Problem description → Lines with "bottom" in the records below: say how many there are, and add nothing.

The data →
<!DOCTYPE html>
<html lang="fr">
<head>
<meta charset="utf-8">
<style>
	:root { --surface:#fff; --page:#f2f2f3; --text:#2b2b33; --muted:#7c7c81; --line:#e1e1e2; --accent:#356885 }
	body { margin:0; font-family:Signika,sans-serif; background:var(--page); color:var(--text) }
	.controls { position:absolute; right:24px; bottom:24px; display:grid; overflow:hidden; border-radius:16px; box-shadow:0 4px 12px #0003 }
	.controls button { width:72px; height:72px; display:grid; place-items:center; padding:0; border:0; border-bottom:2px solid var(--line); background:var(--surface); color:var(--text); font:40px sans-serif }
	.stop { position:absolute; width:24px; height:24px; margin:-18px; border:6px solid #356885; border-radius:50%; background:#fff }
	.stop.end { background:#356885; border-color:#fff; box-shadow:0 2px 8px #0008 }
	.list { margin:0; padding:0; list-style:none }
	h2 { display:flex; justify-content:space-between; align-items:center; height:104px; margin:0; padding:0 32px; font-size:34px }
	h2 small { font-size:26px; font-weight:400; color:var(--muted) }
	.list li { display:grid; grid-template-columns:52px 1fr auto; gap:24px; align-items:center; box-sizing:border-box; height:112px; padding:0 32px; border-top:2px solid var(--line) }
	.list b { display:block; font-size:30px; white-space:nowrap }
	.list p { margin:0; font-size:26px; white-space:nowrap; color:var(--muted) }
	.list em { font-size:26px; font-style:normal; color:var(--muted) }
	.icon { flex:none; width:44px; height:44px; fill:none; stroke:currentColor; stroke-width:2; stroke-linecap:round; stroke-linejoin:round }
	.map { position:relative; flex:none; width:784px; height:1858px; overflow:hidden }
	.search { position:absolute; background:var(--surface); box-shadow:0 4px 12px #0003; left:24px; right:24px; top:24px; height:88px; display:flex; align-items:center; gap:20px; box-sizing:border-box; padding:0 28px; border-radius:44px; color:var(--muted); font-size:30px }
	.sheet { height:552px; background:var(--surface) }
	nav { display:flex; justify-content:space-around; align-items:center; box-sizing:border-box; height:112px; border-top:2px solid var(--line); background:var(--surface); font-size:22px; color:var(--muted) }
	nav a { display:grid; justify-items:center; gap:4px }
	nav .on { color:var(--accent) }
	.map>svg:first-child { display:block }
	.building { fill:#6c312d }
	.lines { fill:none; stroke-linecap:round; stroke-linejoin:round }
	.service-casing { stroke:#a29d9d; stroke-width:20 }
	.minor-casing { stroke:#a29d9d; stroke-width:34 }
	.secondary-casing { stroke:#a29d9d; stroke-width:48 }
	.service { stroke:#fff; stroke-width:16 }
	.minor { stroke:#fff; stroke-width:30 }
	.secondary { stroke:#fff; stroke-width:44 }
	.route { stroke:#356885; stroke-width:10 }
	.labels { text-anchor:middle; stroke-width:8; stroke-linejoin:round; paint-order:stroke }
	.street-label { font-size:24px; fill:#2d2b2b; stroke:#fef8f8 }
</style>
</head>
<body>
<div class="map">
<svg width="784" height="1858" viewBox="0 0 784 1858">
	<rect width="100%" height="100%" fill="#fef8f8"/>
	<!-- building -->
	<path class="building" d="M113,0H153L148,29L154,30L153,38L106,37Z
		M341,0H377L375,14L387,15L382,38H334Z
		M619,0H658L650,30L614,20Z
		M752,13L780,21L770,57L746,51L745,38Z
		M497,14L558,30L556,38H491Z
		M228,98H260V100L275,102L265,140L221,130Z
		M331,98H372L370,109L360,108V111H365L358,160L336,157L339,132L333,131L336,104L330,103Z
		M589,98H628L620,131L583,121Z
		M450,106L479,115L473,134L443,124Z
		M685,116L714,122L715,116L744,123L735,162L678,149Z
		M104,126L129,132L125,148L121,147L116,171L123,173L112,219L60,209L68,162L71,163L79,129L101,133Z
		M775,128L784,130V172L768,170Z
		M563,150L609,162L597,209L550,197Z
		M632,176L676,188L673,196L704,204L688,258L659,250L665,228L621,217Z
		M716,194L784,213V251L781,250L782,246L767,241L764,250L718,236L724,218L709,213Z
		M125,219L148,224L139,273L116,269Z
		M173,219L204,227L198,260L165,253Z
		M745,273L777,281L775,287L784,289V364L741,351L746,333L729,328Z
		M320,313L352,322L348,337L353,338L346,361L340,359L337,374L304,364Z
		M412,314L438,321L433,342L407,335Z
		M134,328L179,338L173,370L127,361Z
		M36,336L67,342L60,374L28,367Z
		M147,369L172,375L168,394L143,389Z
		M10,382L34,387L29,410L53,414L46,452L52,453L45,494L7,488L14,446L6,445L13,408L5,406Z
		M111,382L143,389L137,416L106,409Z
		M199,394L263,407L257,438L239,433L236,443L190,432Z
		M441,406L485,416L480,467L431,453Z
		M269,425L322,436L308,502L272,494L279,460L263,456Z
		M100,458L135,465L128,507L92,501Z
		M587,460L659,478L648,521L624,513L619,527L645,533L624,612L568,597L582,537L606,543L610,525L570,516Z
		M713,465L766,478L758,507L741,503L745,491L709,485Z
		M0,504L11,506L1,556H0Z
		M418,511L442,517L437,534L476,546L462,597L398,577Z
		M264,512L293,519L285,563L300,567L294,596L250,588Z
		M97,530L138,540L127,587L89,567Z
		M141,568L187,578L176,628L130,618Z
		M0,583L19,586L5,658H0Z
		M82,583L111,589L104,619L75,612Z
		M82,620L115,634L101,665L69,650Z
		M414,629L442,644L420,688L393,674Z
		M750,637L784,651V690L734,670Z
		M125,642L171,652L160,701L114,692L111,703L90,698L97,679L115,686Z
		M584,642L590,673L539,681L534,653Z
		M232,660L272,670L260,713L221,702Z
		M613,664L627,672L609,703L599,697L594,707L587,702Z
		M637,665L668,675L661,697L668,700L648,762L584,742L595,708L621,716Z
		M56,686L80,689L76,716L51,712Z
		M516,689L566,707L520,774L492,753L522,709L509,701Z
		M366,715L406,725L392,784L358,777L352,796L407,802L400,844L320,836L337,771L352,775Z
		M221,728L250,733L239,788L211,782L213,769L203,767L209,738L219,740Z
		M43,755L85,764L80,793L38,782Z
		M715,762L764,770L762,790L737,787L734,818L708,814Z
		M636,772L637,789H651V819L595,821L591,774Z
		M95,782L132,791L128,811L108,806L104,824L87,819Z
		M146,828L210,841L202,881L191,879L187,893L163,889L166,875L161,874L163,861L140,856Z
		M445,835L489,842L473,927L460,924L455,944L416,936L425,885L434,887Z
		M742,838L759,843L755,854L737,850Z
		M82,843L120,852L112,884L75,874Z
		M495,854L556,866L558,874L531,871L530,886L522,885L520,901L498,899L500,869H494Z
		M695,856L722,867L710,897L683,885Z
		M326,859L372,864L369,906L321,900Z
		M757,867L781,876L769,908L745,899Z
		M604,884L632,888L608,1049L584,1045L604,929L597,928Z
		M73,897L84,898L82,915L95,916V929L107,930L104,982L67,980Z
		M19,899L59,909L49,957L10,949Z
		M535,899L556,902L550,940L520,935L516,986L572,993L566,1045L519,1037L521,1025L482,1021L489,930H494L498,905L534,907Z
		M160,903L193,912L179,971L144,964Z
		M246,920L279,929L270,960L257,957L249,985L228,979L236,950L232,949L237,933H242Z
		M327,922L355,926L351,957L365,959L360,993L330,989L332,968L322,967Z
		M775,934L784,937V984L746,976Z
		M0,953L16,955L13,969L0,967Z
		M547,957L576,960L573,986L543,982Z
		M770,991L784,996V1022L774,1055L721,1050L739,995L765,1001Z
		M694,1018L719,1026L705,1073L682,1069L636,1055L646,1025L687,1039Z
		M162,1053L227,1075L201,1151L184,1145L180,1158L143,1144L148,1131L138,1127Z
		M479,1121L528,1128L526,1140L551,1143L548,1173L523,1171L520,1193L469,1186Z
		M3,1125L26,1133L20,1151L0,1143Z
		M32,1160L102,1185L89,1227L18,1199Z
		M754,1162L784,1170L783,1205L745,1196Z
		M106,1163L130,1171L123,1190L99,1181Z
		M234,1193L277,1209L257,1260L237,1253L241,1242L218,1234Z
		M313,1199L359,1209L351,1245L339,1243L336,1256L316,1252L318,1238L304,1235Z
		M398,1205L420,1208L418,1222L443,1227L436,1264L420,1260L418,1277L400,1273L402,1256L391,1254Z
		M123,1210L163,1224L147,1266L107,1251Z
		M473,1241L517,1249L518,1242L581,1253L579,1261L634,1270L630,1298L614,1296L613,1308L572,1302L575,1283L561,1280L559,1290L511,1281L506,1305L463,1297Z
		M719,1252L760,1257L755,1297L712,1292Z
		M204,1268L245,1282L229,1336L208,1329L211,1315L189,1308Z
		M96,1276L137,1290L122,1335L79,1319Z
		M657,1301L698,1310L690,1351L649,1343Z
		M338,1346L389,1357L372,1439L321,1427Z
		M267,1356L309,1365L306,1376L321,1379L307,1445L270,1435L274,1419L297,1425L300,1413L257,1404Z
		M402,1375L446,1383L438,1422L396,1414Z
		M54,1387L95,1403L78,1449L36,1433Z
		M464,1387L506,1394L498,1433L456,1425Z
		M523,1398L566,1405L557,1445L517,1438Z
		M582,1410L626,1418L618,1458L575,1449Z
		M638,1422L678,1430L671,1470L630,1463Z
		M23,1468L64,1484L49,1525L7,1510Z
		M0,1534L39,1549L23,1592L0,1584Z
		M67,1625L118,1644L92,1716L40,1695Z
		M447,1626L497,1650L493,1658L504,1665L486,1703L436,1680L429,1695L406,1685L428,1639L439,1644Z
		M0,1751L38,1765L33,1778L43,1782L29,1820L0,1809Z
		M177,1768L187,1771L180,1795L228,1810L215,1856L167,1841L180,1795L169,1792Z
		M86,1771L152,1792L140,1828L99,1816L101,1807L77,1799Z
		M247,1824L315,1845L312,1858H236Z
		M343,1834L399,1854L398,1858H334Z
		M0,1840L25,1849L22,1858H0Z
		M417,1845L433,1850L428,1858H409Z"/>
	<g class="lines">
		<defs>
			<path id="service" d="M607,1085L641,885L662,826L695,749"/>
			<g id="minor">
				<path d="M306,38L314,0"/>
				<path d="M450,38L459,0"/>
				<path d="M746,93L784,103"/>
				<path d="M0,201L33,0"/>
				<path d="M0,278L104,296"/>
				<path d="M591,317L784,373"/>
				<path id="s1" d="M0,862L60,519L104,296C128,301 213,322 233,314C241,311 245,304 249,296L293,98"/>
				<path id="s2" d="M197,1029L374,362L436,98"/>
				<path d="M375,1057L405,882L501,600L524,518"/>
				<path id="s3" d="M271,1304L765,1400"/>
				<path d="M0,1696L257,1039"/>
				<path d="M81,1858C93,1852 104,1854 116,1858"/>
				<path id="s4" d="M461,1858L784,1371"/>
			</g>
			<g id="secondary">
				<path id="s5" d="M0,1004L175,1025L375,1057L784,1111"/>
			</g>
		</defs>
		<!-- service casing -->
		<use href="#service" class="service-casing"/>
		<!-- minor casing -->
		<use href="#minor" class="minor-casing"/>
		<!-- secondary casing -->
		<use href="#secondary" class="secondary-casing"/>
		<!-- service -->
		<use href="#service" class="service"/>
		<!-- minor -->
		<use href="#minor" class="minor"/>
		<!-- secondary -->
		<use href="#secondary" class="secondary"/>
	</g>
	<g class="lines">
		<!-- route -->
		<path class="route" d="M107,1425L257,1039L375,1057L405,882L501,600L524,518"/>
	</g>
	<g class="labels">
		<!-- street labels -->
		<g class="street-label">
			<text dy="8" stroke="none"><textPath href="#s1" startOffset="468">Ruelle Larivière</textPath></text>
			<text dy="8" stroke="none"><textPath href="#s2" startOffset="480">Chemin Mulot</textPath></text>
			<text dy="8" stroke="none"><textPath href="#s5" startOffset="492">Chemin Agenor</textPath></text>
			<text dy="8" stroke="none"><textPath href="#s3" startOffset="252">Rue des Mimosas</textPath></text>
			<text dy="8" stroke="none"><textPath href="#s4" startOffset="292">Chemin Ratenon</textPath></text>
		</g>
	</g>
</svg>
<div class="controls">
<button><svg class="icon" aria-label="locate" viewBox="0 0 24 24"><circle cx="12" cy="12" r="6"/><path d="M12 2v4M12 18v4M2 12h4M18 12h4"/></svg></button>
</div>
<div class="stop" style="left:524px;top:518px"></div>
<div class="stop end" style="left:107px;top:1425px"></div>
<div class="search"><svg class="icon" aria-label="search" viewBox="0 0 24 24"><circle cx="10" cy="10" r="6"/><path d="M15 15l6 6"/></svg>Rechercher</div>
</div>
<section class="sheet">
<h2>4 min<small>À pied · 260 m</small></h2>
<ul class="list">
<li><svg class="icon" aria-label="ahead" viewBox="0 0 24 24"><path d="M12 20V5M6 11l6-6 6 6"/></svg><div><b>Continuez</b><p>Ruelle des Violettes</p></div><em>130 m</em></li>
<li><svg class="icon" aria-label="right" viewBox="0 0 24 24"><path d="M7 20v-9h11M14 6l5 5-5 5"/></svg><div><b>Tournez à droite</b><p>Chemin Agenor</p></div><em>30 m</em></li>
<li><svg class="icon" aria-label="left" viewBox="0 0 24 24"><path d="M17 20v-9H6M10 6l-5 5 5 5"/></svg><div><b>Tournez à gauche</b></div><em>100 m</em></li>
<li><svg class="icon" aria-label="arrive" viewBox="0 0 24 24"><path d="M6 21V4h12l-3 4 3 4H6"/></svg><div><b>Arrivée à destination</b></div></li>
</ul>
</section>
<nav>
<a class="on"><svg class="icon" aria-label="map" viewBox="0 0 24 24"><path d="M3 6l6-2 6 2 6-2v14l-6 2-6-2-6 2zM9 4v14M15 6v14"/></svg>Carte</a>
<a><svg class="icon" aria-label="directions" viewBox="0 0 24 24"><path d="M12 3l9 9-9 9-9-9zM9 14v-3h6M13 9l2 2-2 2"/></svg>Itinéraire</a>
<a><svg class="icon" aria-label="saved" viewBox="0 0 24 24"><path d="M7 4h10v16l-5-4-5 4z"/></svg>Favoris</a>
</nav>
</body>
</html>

Final answer → 2